On April 9, I slammed Bruce Springsteen (his house in Beverly Hills, below) who had announced that he had cancelled the concert his E Street Band was due to hold in North Carolina. The legislature had passed HB 2, which rescinded a recently-passed ordinance in Charlotte extending some rights to transgendered individuals. In addition, it rendered invalid ordinances granting rights to LGBT persons in other municipalities.
I noted that Springsteen was due to perform on April 12 in the capital of a state whose governor, a major candidate for President, had less than two months earlier enacted legislation which effectively defunded Planned Parenthood. Cancelling that appearance, as unlikely as it would be, would strike a blow in support of women's health.

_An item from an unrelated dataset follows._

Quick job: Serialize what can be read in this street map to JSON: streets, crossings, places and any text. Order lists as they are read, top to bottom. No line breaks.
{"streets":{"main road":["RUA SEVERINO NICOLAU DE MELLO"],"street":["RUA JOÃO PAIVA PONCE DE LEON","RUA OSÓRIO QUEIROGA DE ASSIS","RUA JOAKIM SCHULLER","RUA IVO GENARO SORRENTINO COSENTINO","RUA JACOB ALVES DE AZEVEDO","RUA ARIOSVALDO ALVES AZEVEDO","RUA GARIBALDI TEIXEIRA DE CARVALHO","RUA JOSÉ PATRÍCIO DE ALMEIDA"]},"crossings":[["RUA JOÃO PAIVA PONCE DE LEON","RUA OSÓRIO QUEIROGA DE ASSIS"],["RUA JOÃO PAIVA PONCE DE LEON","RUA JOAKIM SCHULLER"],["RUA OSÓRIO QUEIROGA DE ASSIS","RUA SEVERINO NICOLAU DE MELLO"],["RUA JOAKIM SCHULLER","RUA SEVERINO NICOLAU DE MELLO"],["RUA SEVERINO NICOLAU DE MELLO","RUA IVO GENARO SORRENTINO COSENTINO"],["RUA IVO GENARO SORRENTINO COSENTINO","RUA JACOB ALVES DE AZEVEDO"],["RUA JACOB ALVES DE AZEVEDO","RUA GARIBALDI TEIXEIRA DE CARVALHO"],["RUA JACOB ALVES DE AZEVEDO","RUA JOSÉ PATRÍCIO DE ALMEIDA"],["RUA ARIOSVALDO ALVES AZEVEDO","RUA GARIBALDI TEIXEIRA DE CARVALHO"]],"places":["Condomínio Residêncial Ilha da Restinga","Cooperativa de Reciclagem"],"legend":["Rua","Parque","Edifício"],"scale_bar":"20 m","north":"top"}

Health care would have been a great place to start or to demonstrate that outrage is not selective. Vox's Emmett Rensin, writing a piece in which he argued that the land is beset with smug liberalism, remarks
The rubes noticed that liberal Democrats, distressed by the notion that Indiana would allow bakeries to practice open discrimination against LGBTQ couples, threatened boycotts against the state, mobilizing the considerable economic power that comes with an alliance of New York and Hollywood and Silicon Valley to punish retrograde Gov. Mike Pence, but had no such passion when the same governor of the same state joined 21others in refusing the Medicaid expansion. No doubt good liberals objected to that move too. But I've yet to see a boycott threat about it.
And he won't, either. Nor would he if Springsteen, soon to embark on a European tour, had anything planned in Indianapolis. But be comforted his concert in Columbus, Ohio was a smash hit:
Rethinking or retooling an album once it is released is far less likely than regretting it.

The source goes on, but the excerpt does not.